Here we are on January 25th, 2012 when we first opened.








Look how much this little guy has grown?


In the last two years we have had 6 moms and 6 babies come through the home.  We have celebrated graduations, birthdays, and so many other milestones.  We have run a clothing store, traveled, gone to conferences, studied the Bible, and gotten involved in a local church.






Psalm 126:3 "The Lord has done great things for us, and we are filled with joy!"


Tuesday, January 28, 2014

A delight

Tomorrow he turns three!

He is definitely the baby of the family, but he is growing up.  Last night we celebrated his birthday with a new racetrack, typical Honduran food, family and friends.  He loves cars, is kind of obsessed actually.  He could sit and play with the new racetrack for hours.  Or with his train track from Aunt Bethany.  If it has wheels, its a hit.  Or if its a monkey, or a lion, or an airplane.  Truth is, he is pretty easy to please.

I say all the time that I am spoiled by this little guy because most two year olds are much harder.  But he is a delight.  Obedient, sweet, cuddly, hilarious, and an overall joy to be around.

The truth is we treat him differently than the other kids, we shouldn't, but we do.  We take more pictures and video of him, he gets to sleep in our room with us, he gets extra snuggles.  But there is a reason and slowly we are trying to find out exactly what it is.

We've known that he is delayed... he walked late, talked late, looked like a drunk man when running down the road because his motor skills are late in coming.  And so we celebrate.  Every new word gets a video, every new thing he learns how to do deserves a picture.  Because kicked a soccer ball took some work, saying his memory verse was a long-practiced event, being able to put two pieces of track together on his own is a milestone.

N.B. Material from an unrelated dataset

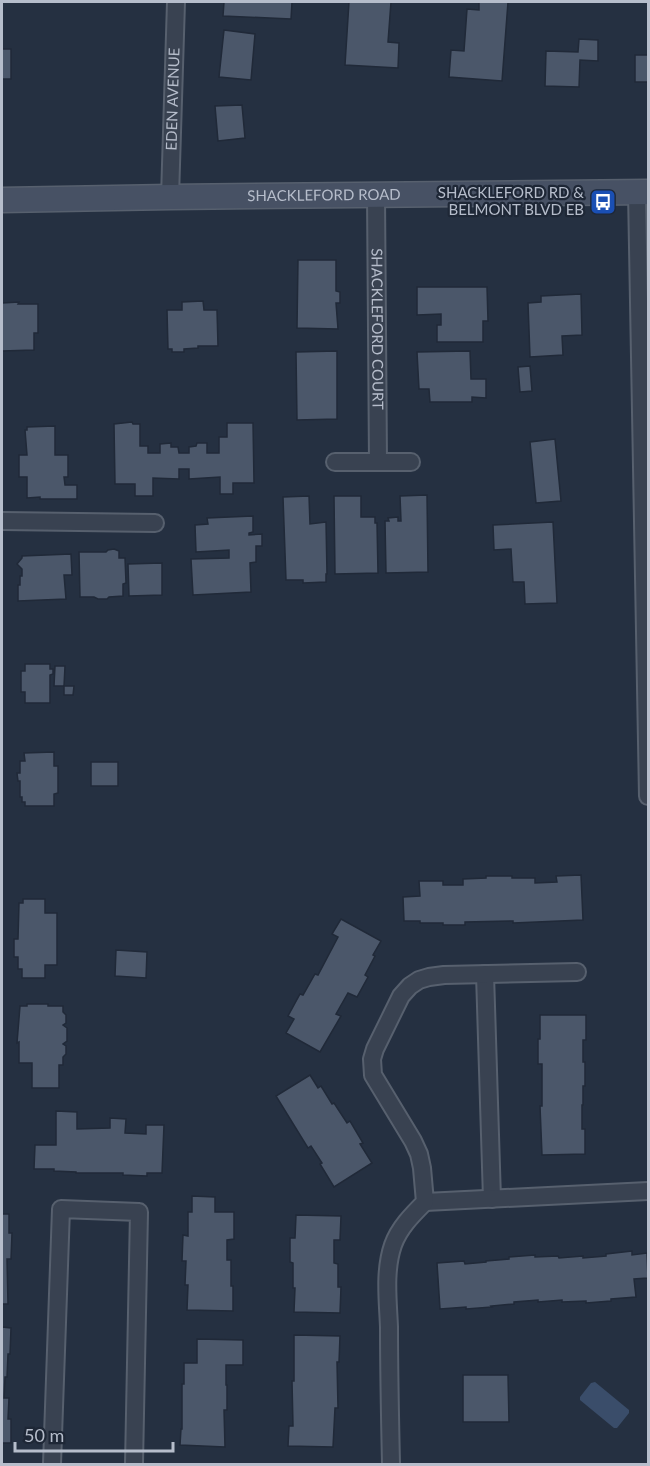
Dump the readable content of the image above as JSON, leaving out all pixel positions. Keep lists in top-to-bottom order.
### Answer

We know he can learn... goodness since March he has learned a whole new language and now understands everything I tell him in English.  He loves books and puzzles and coloring... anything that keeps his mind engaged.  But it comes with a lot of repetition and patience and practice to be able to do some of those motor skills that usually come easily by age 3.

He started having seizures, last September.  And we have been trying to figure out the cause.  After seizure number 9 we were finally able to see a pediatric neurologist last week in a town 3 hours away.  We got new medicine and will go back soon for an MRI and another consult.  We don't have any answers yet, but maybe soon.  We have done lots of hoping.  We had his tonsils and adenoids out and were hopeful that if it could cure the sleep apnea, it would cure the seizures.  Well... he sleeps through the night!!!  Praise Jesus!  But he still has seizures.  So we wait and test some more and go back to the doctor.  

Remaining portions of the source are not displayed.